Рассказ «Господин из Сан-Франциско»




«Знали бы вы, с каким трепетом читал я «Человека из Сан-Франциско», - писал Горький Бунину. Томас Манн тоже был в восхищении от бунинского рассказа и отмечал, что он «по своей нравственной мощи и строгой пластичности может быть поставлен рядом с некоторыми из наиболее значительных произведений Толстого».

Сюжетная организация. Выявить сюжетную канву произведения несложно - это повествование о последних месяцах жизни богатого американского бизнесмена, устроившего для своей семьи длительное и насыщенное «удовольствиями» путешествие в Южную Европу. Затем, на обратном пути домой, должны были последовать Ближний Восток и Япония. Предпринимаемый американцем круиз детально, утомительно подробно мотивируется в экспозиции рассказа (Почему и с какой целью отправляется странствовать господин?); план и маршрут путешествия изложены с деловой четкостью и обстоятельностью: все учтено и продумано так, что не оставлено решительно никакого места для случайностей. Для путешествия выбран знаменитый пароход «Атлантида», похожий на «громадный отель со всеми удобствами», и путь через Атлантику ничем не омрачается.

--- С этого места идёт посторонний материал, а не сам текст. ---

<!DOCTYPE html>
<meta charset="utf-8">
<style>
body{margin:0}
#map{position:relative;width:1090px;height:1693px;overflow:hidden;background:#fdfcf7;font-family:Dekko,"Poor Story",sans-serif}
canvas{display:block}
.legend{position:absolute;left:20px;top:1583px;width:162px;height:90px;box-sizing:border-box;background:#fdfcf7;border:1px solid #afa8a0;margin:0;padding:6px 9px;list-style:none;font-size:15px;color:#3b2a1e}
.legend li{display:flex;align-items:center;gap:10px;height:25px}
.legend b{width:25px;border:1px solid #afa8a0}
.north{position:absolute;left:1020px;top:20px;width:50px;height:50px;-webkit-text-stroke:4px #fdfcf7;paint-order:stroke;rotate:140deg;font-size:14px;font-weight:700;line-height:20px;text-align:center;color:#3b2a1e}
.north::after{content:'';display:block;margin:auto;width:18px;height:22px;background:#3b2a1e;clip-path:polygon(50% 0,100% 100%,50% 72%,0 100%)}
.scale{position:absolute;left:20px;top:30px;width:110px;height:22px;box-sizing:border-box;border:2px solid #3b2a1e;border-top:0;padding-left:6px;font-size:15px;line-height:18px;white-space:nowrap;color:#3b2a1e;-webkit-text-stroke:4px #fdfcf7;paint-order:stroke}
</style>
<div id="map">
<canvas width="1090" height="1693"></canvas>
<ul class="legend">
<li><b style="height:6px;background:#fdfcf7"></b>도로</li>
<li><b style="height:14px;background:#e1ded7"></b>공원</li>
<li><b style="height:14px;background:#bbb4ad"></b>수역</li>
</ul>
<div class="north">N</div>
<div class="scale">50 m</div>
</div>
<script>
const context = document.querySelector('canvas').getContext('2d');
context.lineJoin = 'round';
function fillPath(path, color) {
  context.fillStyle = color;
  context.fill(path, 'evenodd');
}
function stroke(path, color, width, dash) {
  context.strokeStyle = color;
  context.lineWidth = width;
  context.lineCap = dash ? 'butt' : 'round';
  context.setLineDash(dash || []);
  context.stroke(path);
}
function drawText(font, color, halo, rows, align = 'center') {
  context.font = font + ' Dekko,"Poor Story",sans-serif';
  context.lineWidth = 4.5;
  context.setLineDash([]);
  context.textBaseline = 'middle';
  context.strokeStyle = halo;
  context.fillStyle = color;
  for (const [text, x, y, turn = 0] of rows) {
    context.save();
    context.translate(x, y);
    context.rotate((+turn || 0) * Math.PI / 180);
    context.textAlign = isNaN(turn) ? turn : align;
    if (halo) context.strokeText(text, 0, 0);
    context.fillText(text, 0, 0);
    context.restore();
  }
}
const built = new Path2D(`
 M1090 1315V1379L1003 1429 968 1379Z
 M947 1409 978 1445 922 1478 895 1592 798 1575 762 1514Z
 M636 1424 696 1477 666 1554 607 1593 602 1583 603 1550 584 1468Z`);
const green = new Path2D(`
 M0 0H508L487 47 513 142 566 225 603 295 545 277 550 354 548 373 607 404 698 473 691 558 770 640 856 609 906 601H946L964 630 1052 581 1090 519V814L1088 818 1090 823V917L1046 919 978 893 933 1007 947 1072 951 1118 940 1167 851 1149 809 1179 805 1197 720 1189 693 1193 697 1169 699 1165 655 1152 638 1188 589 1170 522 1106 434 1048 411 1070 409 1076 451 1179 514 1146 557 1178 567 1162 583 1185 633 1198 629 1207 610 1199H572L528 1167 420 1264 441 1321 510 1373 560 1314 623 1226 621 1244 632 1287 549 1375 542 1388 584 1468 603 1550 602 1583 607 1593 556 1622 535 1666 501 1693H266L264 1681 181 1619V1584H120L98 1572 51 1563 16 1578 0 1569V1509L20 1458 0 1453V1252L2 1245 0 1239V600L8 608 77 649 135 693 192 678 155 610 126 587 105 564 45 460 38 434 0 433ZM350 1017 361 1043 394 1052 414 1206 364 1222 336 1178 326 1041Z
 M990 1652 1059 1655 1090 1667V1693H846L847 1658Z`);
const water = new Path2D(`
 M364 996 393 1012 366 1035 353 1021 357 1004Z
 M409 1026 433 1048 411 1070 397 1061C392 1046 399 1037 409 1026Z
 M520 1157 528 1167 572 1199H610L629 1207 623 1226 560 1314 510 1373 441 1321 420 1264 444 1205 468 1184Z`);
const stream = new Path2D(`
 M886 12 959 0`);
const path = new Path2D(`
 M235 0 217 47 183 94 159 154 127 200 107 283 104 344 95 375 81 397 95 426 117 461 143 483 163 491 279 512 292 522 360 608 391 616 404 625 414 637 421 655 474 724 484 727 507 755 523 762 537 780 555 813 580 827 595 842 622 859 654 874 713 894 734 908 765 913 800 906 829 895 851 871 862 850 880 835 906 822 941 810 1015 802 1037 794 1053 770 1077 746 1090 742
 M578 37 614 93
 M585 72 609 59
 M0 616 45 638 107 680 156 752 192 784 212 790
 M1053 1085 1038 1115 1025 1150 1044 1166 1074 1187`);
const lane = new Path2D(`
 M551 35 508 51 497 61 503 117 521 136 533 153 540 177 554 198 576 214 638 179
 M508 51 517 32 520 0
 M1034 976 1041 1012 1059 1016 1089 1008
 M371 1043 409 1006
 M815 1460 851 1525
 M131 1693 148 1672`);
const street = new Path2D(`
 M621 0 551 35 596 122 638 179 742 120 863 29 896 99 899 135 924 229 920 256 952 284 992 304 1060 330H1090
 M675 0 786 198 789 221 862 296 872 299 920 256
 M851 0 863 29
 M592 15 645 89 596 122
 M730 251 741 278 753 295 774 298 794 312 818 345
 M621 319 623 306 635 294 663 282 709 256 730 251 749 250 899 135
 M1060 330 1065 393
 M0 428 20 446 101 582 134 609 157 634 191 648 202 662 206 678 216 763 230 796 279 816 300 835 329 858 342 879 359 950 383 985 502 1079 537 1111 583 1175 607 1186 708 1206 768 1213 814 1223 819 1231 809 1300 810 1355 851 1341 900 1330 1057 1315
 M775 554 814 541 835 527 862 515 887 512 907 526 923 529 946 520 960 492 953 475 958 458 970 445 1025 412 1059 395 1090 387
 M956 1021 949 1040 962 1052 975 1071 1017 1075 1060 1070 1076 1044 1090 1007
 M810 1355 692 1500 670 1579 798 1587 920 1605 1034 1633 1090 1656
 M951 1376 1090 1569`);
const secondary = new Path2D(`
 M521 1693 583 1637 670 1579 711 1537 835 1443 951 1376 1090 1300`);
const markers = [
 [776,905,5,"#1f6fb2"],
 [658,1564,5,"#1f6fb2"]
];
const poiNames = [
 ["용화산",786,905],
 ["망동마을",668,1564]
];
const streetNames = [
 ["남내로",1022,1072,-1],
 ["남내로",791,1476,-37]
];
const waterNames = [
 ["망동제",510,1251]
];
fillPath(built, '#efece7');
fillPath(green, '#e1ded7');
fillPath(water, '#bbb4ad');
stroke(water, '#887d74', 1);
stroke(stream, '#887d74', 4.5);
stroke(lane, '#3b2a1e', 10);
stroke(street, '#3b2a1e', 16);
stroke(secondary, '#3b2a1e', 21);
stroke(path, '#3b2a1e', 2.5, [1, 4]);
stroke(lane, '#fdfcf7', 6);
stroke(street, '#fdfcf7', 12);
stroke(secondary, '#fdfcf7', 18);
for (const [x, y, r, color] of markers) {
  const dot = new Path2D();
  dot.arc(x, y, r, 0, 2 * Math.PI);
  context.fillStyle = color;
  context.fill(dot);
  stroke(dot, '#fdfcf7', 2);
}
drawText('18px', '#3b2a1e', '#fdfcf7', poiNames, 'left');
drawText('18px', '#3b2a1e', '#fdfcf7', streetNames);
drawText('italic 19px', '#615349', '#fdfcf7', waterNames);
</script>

Однако замечательно продуманный и насыщенный план начинает рушиться, едва начав осуществляться. Нарушение ожиданий миллионера и его растущее недовольство соответствуют в структуре сюжета завязке и развитию действия. Главный «виновник» раздражения богатого туриста - неподвластная ему и потому кажущаяся непредсказуемо капризной природа - не выполняет обещания туристских проспектов («утреннее солнце каждый день обманывало»); приходится корректировать первоначальный замысел и в поисках обещанного солнца отправиться из Неаполя на Капри. «В день отъезда, - очень памятный для семьи из Сан-Франциско!.. - Бунин использует в этом предложении прием предвосхищения скорой развязки, опуская уже ставшее привычным слово «господин», -... даже и с утра не было солнца». Будто желая чуть-чуть отдалить неумолимо приближающуюся катастрофическую кульминацию, писатель чрезвычайно тщательно, с использованием микроскопических подробностей дает описание переезда, панораму острова, сообщает детали гостиничного сервиса и, наконец, посвящает полстраницы элементам одежды готовящегося к позднему обеду господина.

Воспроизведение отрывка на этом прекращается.